August 11, 2022

A Hotel Designer Who Splashed Bright Colors Into Hospitality’s Drab

Skift Take Carleton Varney leaves behind a legacy that gave hotel operators the freedom to…

A Hotel Designer Who Splashed Bright Colors Into Hospitality’s Drab

Skift Take

Carleton Varney leaves behind a legacy that gave hotel operators the freedom to break from bland playbooks on design, and that challenged them — Dare to be bold.

Carleton Varney, a renowned interior decorator whose love of audacious colors defied convention in the all-too-often cookie cutter world of hotel interiors, died earlier this month in West Palm Beach, Florida. He was 85, and his death came after a long illness.

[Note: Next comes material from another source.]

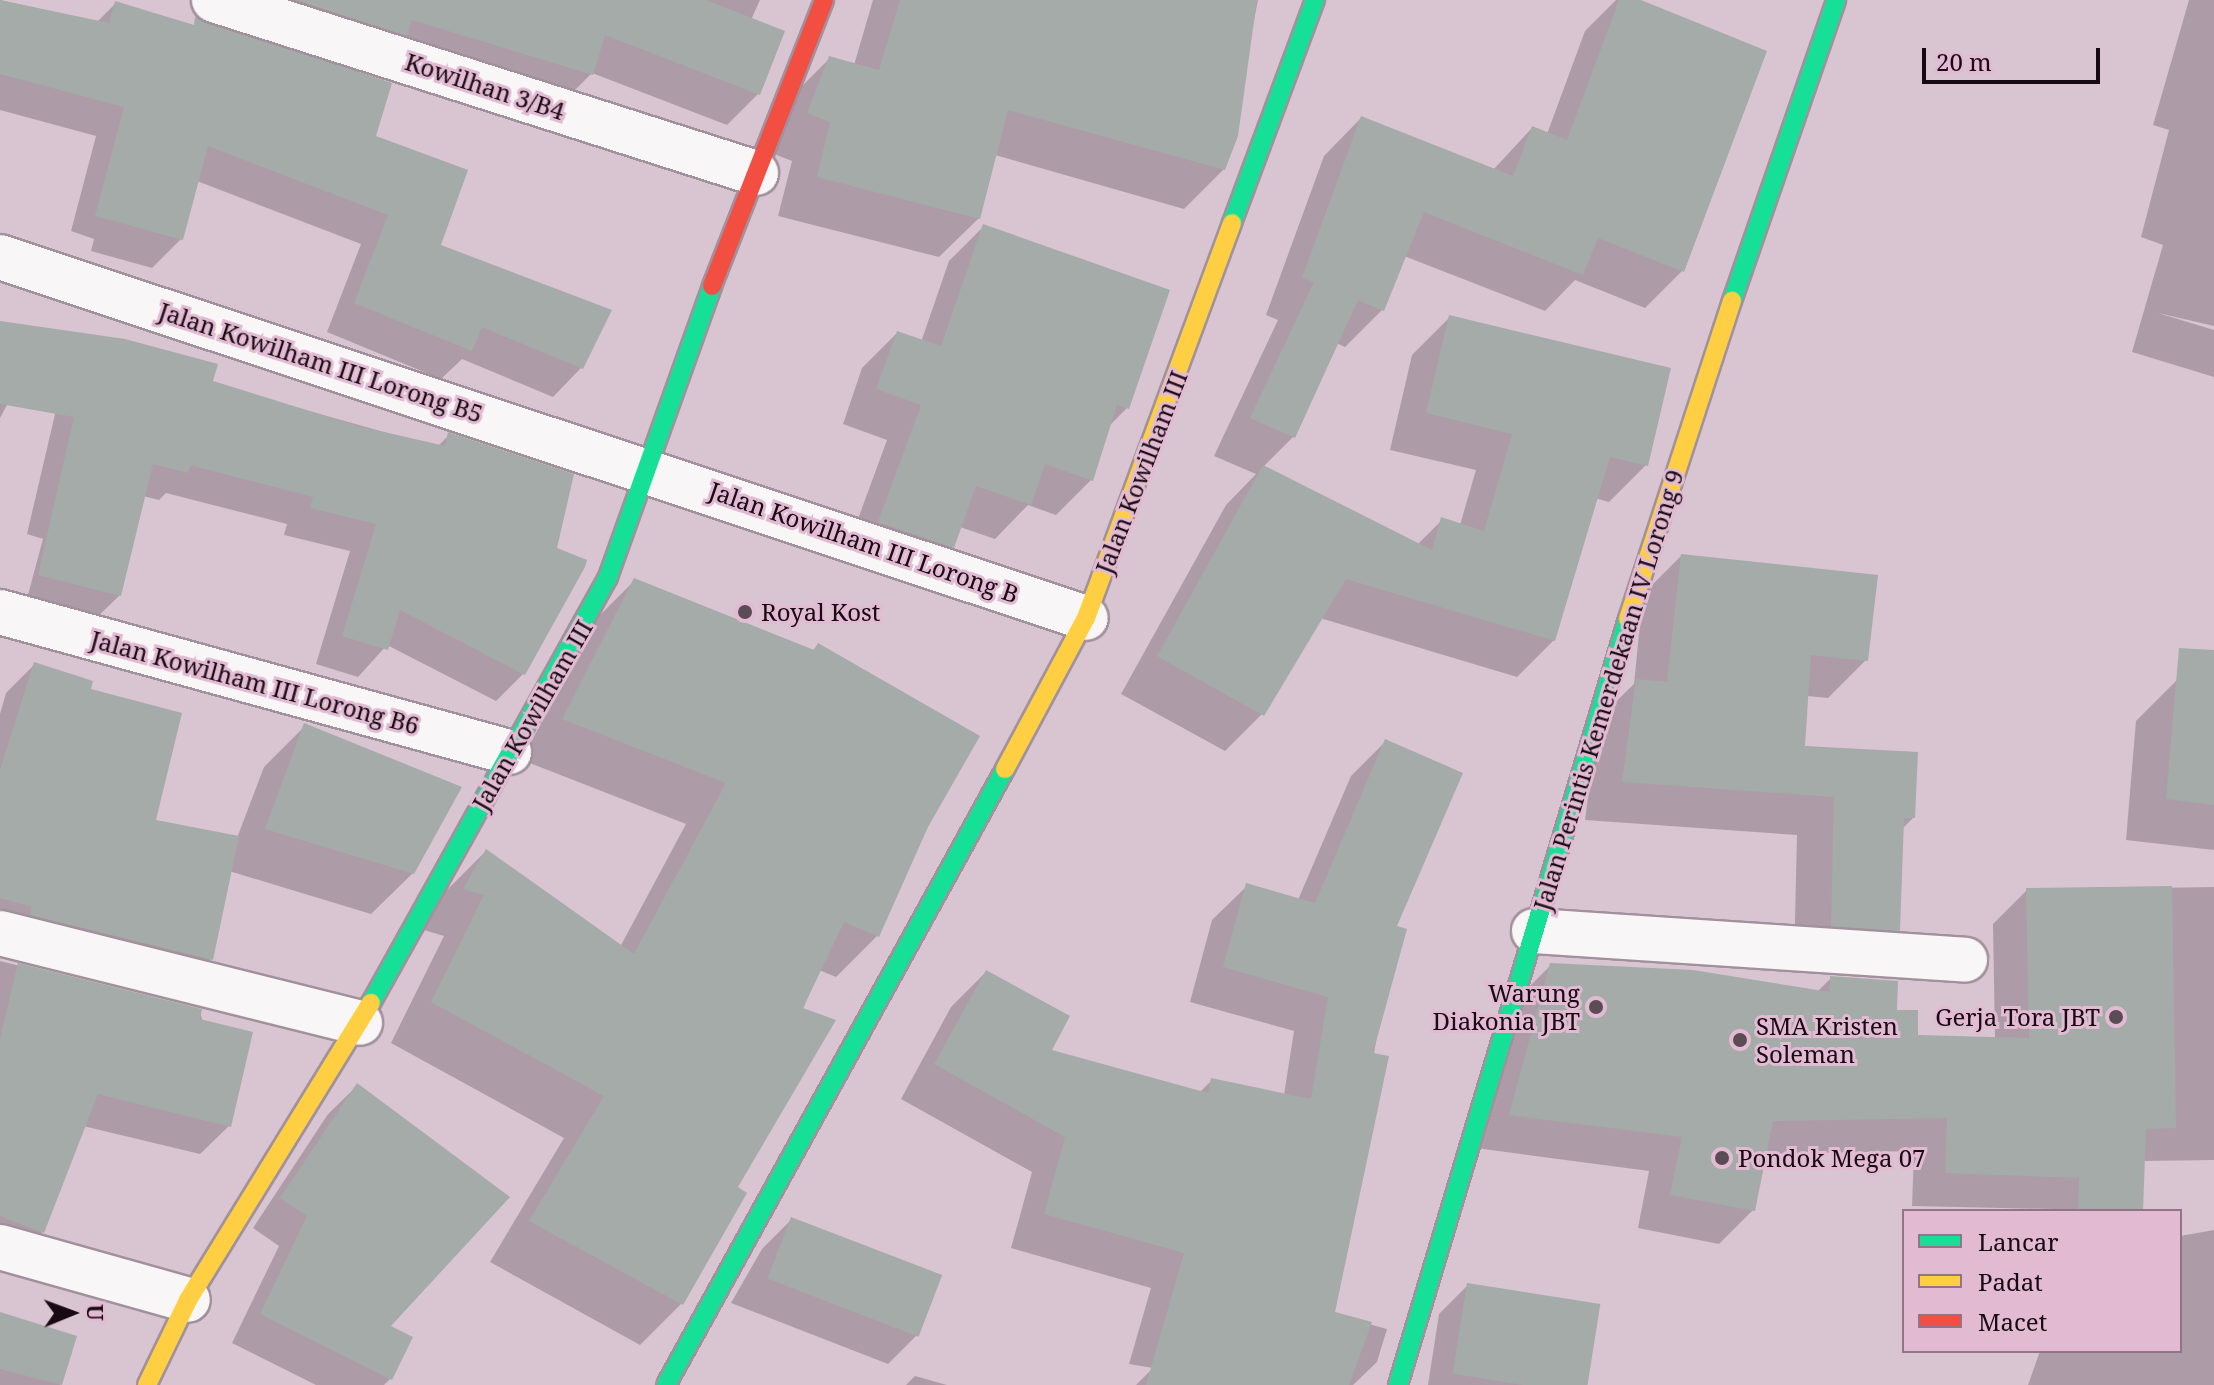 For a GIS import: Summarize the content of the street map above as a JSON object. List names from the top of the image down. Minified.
{"streets":{"street":["Kowilhan 3/B4","Jalan Kowilham III Lorong B5","Jalan Kowilham III","Jalan Kowilham III Lorong B","Jalan Kowilham III Lorong B6","Jalan Perintis Kemerdekaan IV Lorong 9"]},"crossings":[["Kowilhan 3/B4","Jalan Kowilham III"],["Jalan Kowilham III Lorong B5","Jalan Kowilham III"],["Jalan Kowilham III Lorong B5","Jalan Kowilham III Lorong B"],["Jalan Kowilham III","Jalan Kowilham III Lorong B"],["Jalan Kowilham III","Jalan Kowilham III Lorong B6"]],"places":["Royal Kost","Warung Diakonia JBT","Gerja Tora JBT","SMA Kristen Soleman","Pondok Mega 07"],"legend":["Lancar","Padat","Macet"],"scale_bar":"20 m","north":"right"}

He worked not only in revamping such landmark hotels as The Greenbrier resort in White Sulphur Springs, West Virginia, the Grand Hotel on Michigan’s Mackinac Island and The Breakers in Palm Beach, Florida, but he also lent his flair for color to cruise ships and homes across the globe. His work extended to the estates of the ultra wealthy and the White House. His star clients included Jimmy Carter, Joan Crawford, Fay Wray, Joe Namath, Judy Garland and Ethel Merman, among many others.

Carleton Varney in a recent photo in Washington, DC. Source: Wikimedia.

Varney learned his design aesthetic starting first as a draftsman, and then working closely with design doyenne Dorothy Draper before heading her company, Dorothy Draper & Company, as owner and president for nearly six decades. He bought the company after her death in 1969.

Both Varney and Draper were known for their use of colors as rich as emerald green, melon orange, and azalea pink.

Varney’s work included designs for “the Westbury Hotels in London, Dromoland Castle, Sheraton Waikiki, Cunard’s Queen Elizabeth II, The Plaza and the Waldorf Towers. His design talent was also put to use in the Charlotte Motor Speedway Clubhouse, the Cleveland Browns uniforms and the USS Sequoia, which is better known as the presidential yacht,” according to an obituary in WWD.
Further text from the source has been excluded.